Nor is it finding many outstretched hands willing to help.
UH president David Lassner and Manoa chancellor Robert Bley-Vroman have said they have no funds from the academic mission to spare for propping up an indulgent athletic program and it is up to the Legislature and community to come to the rescue.
Legislators, for their part, have so far said that with autonomy it is UH’s call on how to parcel out the $405.5 million it gets in state general funds. Meanwhile, the community is buying fewer tickets and writing smaller checks.
Whether you agree with departing athletic director Ben Jay’s stewardship of the 21-sport, $32 million program these last two years — and more belt tightening and fiscal discipline could have been accomplished — he is right about at least one thing when he says, "Everybody is waiting for somebody else to take care of the problem."

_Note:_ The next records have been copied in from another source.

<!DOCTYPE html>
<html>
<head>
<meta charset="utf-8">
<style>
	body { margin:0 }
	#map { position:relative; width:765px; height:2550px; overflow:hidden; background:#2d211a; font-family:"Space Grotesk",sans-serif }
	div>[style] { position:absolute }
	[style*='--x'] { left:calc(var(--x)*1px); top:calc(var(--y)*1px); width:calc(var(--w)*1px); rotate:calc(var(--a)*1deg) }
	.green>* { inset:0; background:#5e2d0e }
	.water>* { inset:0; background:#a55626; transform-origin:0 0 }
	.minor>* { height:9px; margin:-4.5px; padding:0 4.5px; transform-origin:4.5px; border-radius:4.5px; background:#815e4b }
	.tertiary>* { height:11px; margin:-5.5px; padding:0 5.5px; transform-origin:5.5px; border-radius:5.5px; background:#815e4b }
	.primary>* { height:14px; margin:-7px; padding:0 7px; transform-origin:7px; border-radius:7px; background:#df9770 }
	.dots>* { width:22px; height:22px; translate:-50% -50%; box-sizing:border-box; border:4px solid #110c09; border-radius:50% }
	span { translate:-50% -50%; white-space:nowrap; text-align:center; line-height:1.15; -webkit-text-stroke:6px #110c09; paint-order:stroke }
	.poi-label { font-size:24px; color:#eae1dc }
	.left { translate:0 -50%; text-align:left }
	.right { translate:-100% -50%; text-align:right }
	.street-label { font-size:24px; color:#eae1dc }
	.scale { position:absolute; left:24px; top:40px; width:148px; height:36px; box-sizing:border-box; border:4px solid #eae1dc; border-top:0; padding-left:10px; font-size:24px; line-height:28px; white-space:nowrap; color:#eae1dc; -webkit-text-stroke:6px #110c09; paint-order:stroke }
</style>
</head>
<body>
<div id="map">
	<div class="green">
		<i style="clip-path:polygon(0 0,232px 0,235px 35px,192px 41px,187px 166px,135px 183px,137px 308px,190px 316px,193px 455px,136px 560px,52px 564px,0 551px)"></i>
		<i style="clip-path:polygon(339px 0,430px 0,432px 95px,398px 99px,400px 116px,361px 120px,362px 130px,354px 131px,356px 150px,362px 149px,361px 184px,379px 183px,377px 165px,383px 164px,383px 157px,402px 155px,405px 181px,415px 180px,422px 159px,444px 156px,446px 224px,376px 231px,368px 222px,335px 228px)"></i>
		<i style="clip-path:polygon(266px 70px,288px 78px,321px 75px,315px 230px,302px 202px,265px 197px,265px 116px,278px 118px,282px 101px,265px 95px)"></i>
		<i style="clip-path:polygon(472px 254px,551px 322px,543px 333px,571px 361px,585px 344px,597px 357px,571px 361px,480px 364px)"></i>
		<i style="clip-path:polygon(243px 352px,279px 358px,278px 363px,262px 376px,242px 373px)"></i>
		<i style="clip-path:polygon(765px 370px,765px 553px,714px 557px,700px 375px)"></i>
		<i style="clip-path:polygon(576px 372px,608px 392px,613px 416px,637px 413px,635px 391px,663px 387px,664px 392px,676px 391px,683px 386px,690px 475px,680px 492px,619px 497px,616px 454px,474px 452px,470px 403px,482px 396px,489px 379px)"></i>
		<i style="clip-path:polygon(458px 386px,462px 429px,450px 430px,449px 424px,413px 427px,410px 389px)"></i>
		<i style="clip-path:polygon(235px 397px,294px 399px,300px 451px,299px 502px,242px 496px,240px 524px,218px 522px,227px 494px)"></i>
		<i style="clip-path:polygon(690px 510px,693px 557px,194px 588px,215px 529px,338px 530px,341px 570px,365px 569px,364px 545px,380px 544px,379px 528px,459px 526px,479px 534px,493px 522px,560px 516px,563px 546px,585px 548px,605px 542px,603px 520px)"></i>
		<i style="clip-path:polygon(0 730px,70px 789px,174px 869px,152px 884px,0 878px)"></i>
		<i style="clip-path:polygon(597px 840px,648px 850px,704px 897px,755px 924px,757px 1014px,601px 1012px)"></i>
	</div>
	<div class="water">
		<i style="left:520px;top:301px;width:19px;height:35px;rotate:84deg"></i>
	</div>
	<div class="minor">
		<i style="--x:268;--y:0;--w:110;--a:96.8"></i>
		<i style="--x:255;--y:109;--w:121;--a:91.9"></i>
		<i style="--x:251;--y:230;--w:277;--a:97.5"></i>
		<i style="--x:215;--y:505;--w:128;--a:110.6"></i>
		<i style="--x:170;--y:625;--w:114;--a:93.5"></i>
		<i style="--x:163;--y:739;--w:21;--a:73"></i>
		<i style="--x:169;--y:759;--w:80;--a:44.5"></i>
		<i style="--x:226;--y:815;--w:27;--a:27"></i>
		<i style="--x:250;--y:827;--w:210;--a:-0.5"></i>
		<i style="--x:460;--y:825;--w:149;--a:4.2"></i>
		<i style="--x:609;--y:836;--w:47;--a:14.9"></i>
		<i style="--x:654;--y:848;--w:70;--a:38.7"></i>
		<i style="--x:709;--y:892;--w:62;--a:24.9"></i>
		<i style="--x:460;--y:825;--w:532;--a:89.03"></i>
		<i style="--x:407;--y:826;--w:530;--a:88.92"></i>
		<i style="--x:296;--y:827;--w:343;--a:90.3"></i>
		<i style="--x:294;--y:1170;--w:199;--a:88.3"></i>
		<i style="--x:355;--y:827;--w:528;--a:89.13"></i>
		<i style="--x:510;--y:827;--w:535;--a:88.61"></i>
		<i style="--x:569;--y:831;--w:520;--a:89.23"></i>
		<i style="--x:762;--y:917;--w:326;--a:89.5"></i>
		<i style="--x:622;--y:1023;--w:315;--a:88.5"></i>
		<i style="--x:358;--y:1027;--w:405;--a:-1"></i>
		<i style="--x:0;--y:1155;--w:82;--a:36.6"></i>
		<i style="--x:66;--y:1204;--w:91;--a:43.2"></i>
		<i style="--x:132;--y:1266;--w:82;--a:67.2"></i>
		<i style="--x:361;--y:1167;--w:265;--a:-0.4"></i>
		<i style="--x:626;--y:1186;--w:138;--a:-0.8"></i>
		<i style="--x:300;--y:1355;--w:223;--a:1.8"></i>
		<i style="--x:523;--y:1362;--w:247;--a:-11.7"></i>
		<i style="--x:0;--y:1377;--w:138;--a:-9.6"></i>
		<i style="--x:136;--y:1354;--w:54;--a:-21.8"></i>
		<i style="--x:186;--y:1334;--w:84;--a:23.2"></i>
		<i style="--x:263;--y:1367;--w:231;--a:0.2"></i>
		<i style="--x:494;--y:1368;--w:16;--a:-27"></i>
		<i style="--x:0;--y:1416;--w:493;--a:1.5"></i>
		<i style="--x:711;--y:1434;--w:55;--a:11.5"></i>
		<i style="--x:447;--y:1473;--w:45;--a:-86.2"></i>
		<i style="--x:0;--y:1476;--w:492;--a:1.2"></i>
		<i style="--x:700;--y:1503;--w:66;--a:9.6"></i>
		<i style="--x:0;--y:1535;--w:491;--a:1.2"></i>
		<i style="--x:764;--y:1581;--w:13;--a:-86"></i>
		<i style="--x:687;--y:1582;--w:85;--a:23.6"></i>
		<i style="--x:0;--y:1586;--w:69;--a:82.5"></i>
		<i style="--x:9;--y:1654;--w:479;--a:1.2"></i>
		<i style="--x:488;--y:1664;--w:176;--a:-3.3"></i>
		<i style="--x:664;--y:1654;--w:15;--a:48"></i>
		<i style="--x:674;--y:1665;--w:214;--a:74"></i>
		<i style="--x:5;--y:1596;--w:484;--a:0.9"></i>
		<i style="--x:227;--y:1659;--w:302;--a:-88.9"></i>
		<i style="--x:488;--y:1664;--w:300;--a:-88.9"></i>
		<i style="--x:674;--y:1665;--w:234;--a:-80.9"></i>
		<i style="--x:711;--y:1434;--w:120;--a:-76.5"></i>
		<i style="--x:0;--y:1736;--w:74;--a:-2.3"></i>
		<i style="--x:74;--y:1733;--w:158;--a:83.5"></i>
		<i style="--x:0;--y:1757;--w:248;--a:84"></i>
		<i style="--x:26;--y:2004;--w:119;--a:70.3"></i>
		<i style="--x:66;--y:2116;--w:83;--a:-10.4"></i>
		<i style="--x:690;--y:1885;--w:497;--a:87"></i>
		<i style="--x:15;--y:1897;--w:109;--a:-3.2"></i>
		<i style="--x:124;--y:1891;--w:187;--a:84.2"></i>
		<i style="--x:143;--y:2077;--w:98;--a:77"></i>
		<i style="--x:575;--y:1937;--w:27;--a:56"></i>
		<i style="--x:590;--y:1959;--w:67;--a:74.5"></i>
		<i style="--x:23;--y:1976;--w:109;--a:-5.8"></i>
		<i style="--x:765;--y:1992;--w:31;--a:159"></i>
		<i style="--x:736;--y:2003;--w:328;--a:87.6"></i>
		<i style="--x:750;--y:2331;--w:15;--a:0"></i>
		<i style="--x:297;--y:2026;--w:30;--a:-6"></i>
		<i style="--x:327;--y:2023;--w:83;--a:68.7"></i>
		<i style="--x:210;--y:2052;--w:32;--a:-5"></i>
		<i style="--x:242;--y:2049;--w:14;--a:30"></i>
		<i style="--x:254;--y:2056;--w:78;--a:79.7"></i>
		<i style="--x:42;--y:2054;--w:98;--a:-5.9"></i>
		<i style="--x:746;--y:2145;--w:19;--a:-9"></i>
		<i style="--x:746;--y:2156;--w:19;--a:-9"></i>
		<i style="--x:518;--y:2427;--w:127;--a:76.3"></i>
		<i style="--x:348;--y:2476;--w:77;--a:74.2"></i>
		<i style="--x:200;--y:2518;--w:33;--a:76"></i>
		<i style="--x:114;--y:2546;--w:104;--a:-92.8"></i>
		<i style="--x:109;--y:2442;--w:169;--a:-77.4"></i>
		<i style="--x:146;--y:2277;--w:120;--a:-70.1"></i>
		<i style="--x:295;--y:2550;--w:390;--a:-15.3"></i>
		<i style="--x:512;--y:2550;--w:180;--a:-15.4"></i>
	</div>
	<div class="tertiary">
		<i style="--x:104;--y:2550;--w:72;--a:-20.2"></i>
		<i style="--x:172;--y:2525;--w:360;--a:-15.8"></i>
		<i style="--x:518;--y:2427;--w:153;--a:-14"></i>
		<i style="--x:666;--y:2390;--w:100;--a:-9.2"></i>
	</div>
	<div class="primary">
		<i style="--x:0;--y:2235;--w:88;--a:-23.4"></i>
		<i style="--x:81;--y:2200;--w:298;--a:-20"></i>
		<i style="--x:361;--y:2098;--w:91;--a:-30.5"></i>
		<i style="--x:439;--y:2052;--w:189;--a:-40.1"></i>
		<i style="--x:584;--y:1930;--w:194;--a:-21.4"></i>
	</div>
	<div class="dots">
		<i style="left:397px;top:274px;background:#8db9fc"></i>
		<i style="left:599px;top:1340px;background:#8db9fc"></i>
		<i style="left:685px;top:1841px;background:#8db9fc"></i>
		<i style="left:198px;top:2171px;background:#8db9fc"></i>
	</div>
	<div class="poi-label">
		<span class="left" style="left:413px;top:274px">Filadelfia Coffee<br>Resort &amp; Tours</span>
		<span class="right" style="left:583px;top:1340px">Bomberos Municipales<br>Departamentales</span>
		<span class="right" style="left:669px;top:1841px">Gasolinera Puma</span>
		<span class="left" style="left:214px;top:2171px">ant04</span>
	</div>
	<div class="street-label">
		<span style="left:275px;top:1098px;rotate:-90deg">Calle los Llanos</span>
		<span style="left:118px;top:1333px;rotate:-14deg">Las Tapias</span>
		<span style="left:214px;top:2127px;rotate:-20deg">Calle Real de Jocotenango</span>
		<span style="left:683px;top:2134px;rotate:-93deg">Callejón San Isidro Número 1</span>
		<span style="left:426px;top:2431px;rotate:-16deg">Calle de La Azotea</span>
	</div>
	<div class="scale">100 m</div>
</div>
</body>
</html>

Meanwhile, UH’s teams are becoming less competitive across the board and public confidence has plummeted.
In better times, politicians bumped into each other, waving campaign signs at Aloha Stadium that touted their pride in UH and what it meant for the state. And school administrators proclaimed athletics the "front porch" of the university.
What UH desperately needs now is a gathering of these disparate groups and stakeholders on that front porch. Not to point fingers or pass the buck, but to huddle and plot realistic solutions.
The UH model is outdated and badly broken and whoever UH hires as its next athletic director —whenever that might be — is going to need some help in creating a viable new one.
Fact is athletics receives less than 1 percent of the general funds bestowed upon the university. Much of that for lower campus janitorial services, landscaping and some administration.
In the leagues UH competes in, its outside support is either at the very bottom or within shouting distance of it. This while it faces higher costs due to its geography.
Athletics receives none of the proceeds from parking for athletic events on its own campus. Nor does it share in the millions in advertising signage or concessions revenue from its games at Aloha Stadium, where it is the marquee tenant. Though it is charged for stadium clean-up.
Some years it gets not a cent from the Hawaii Tourism Authority despite the TV exposure and fans from the continent its events draw.
All of this, of course, while the Pro Bowl writes its own check.
That is less the fault of Aloha Stadium than the state, which gives the facility’s management and Stadium Authority its marching orders and oversees its operation.
But an accounting of the benefits UH athletics provides to the school and state needs to somehow be monetized. Be it in the form of a credit chit to be applied at fiscal year-end audit or some hard cash up front.
Continuing to wait for Santa Claus or Larry Ellison isn’t the answer.